Collected data:
::::::::::
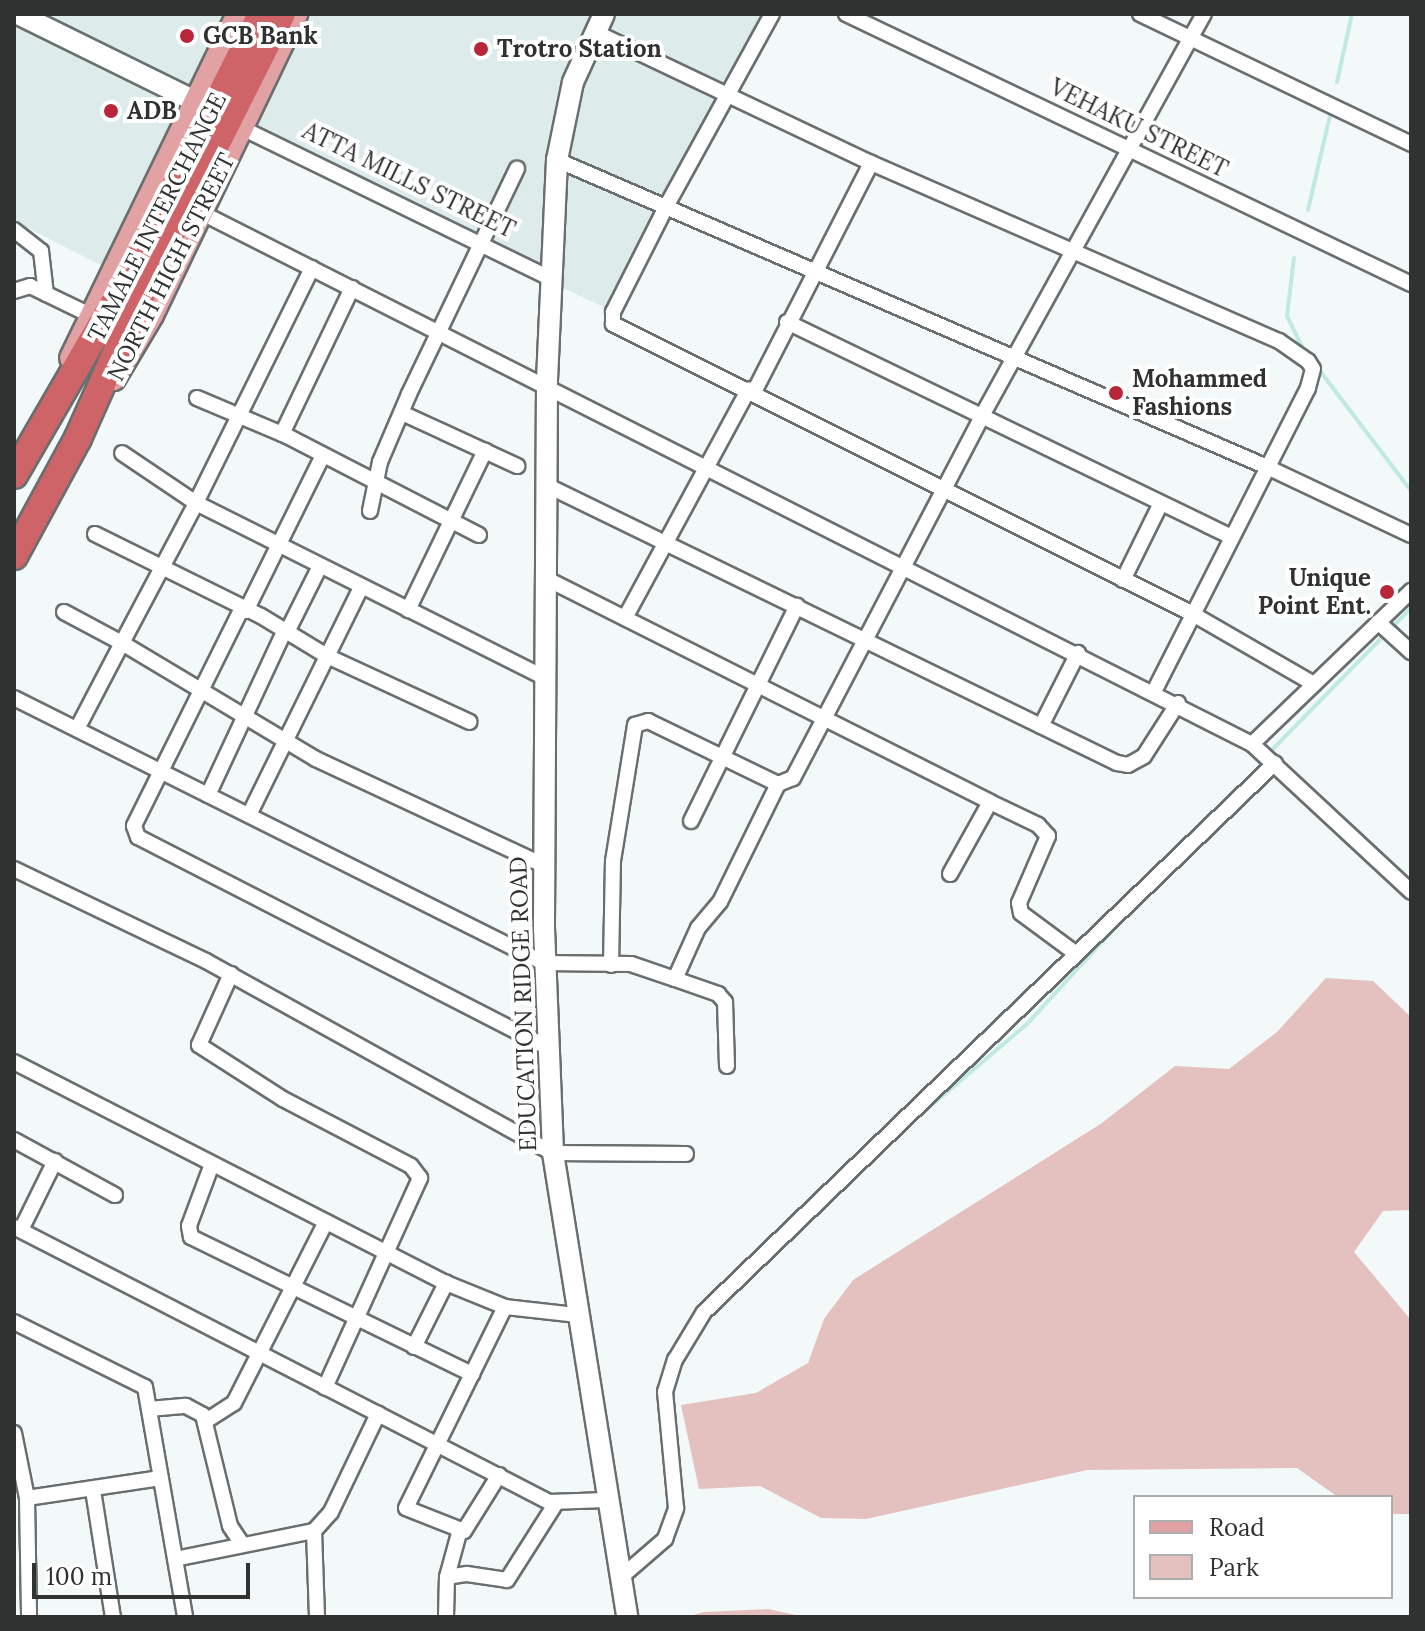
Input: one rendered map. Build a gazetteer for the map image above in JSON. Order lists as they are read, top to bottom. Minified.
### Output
{"streets":{"highway":["TAMALE INTERCHANGE","NORTH HIGH STREET"],"street":["VEHAKU STREET","ATTA MILLS STREET","EDUCATION RIDGE ROAD"]},"crossings":[["ATTA MILLS STREET","NORTH HIGH STREET"],["ATTA MILLS STREET","EDUCATION RIDGE ROAD"],["TAMALE INTERCHANGE","NORTH HIGH STREET"]],"places":["GCB Bank","Trotro Station","ADB","Mohammed Fashions","Unique Point Ent."],"legend":["Road","Park"],"scale_bar":"100 m"}
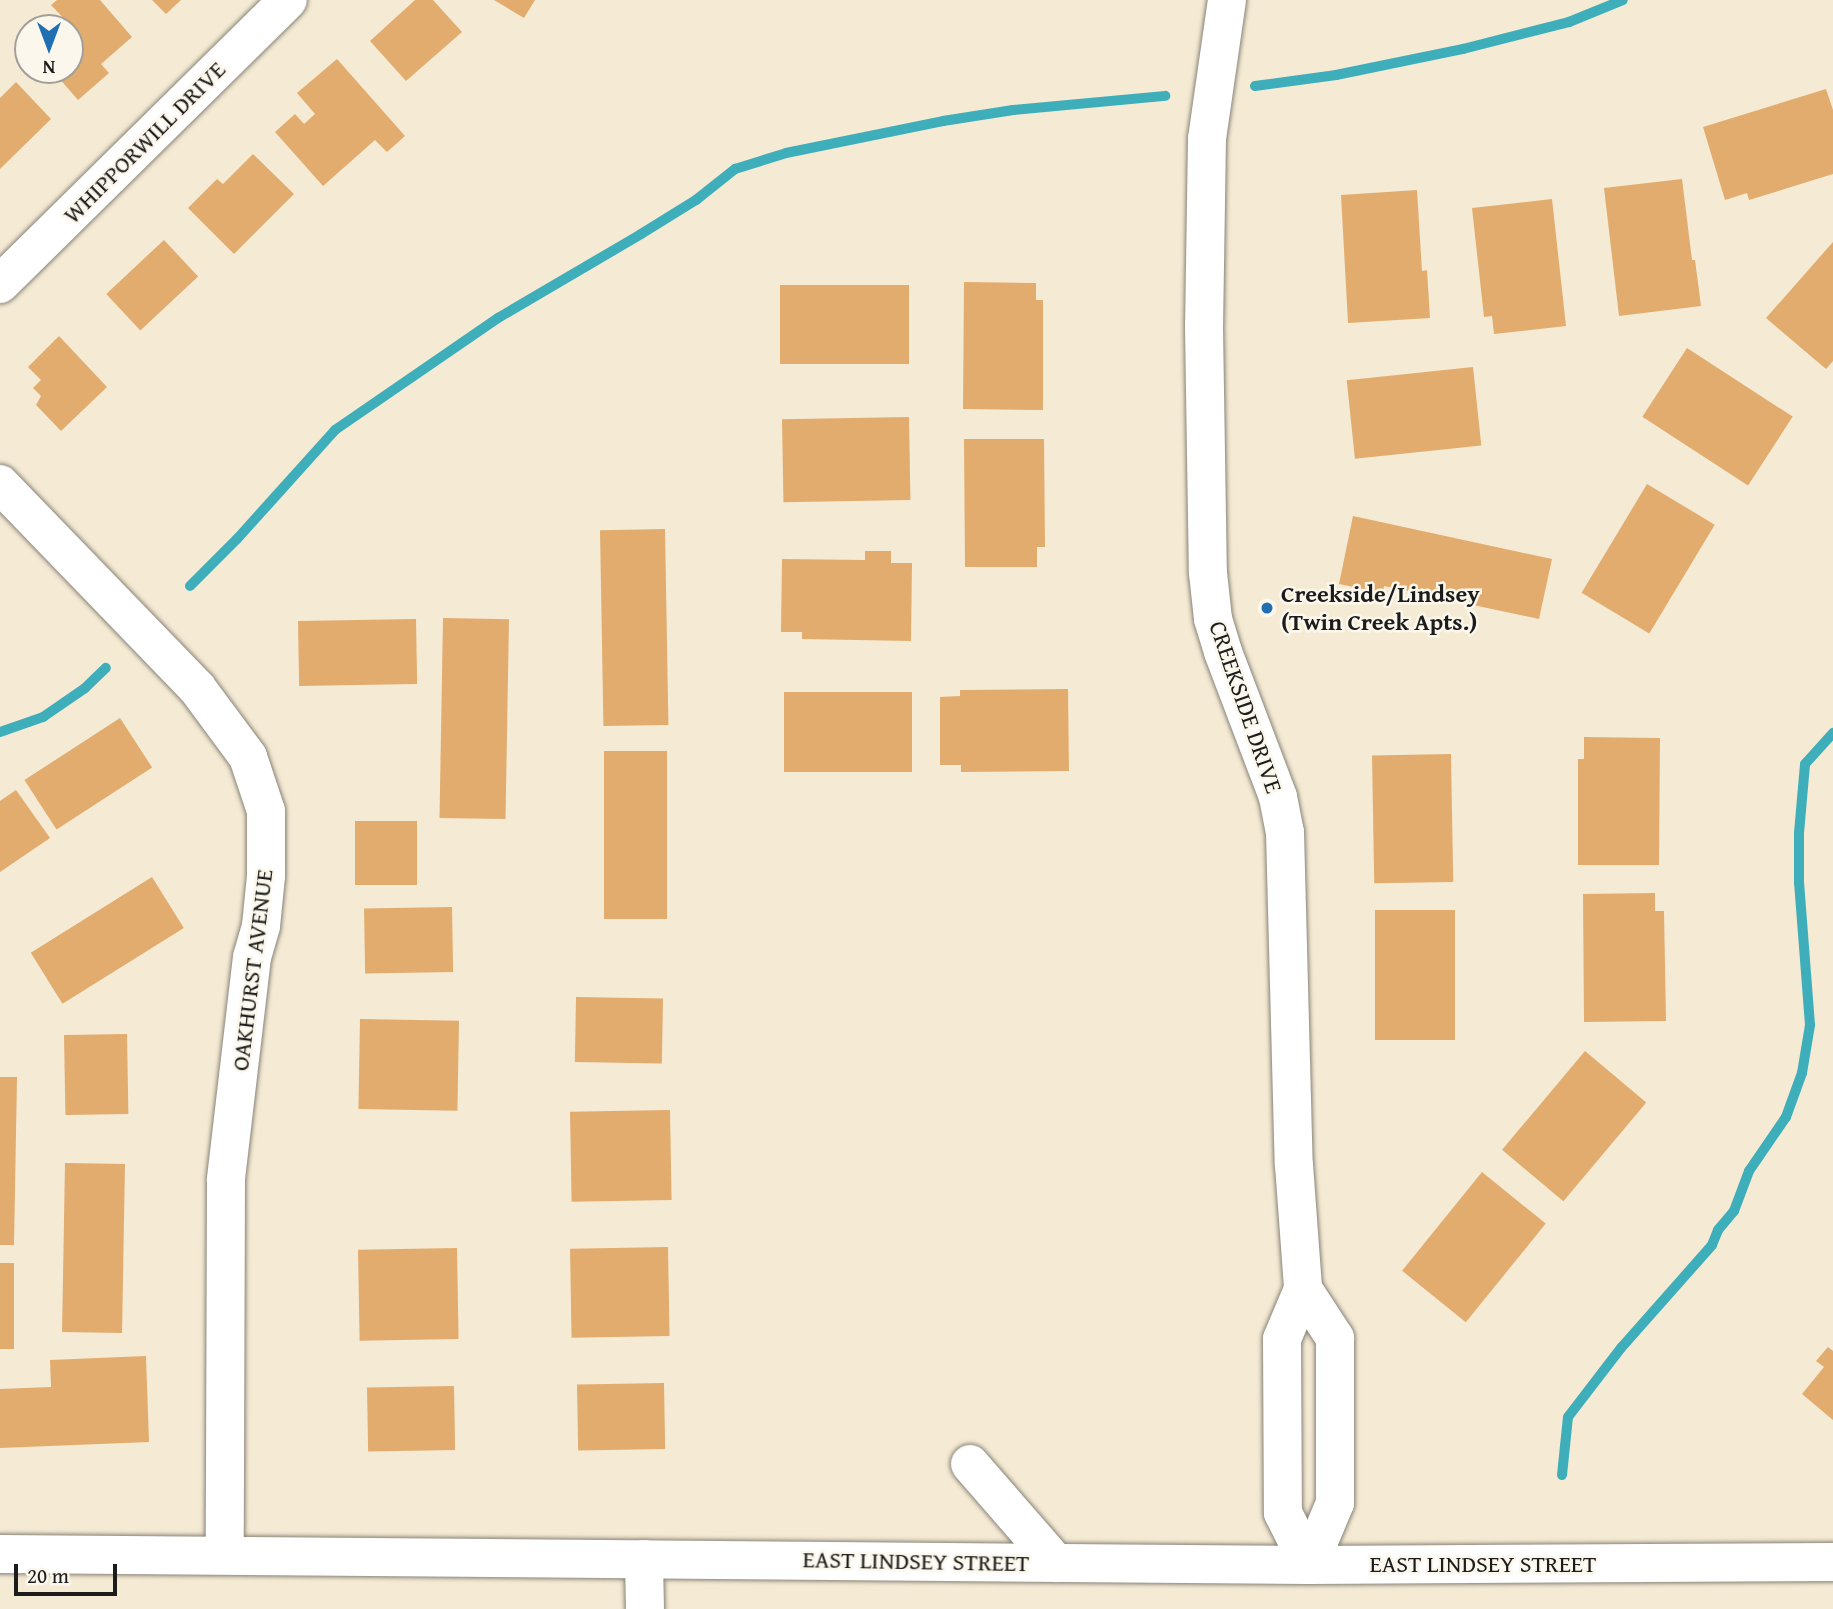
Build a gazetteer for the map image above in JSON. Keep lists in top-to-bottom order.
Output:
{
  "streets": {
    "street": [
      "WHIPPORWILL DRIVE",
      "CREEKSIDE DRIVE",
      "OAKHURST AVENUE",
      "EAST LINDSEY STREET"
    ]
  },
  "crossings": [
    ["CREEKSIDE DRIVE", "EAST LINDSEY STREET"],
    ["OAKHURST AVENUE", "EAST LINDSEY STREET"]
  ],
  "places": ["Creekside/Lindsey (Twin Creek Apts.)"],
  "scale_bar": "20 m",
  "north": "bottom"
}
::::::::::
Problem requirements →
Output only the lines from the line that contains "Build a gazetteer for the map image above in JSON. Keep" through the end of the entries, both included, exactly as they appear.

Output for this exercise →
Build a gazetteer for the map image above in JSON. Keep lists in top-to-bottom order.
Output:
{
  "streets": {
    "street": [
      "WHIPPORWILL DRIVE",
      "CREEKSIDE DRIVE",
      "OAKHURST AVENUE",
      "EAST LINDSEY STREET"
    ]
  },
  "crossings": [
    ["CREEKSIDE DRIVE", "EAST LINDSEY STREET"],
    ["OAKHURST AVENUE", "EAST LINDSEY STREET"]
  ],
  "places": ["Creekside/Lindsey (Twin Creek Apts.)"],
  "scale_bar": "20 m",
  "north": "bottom"
}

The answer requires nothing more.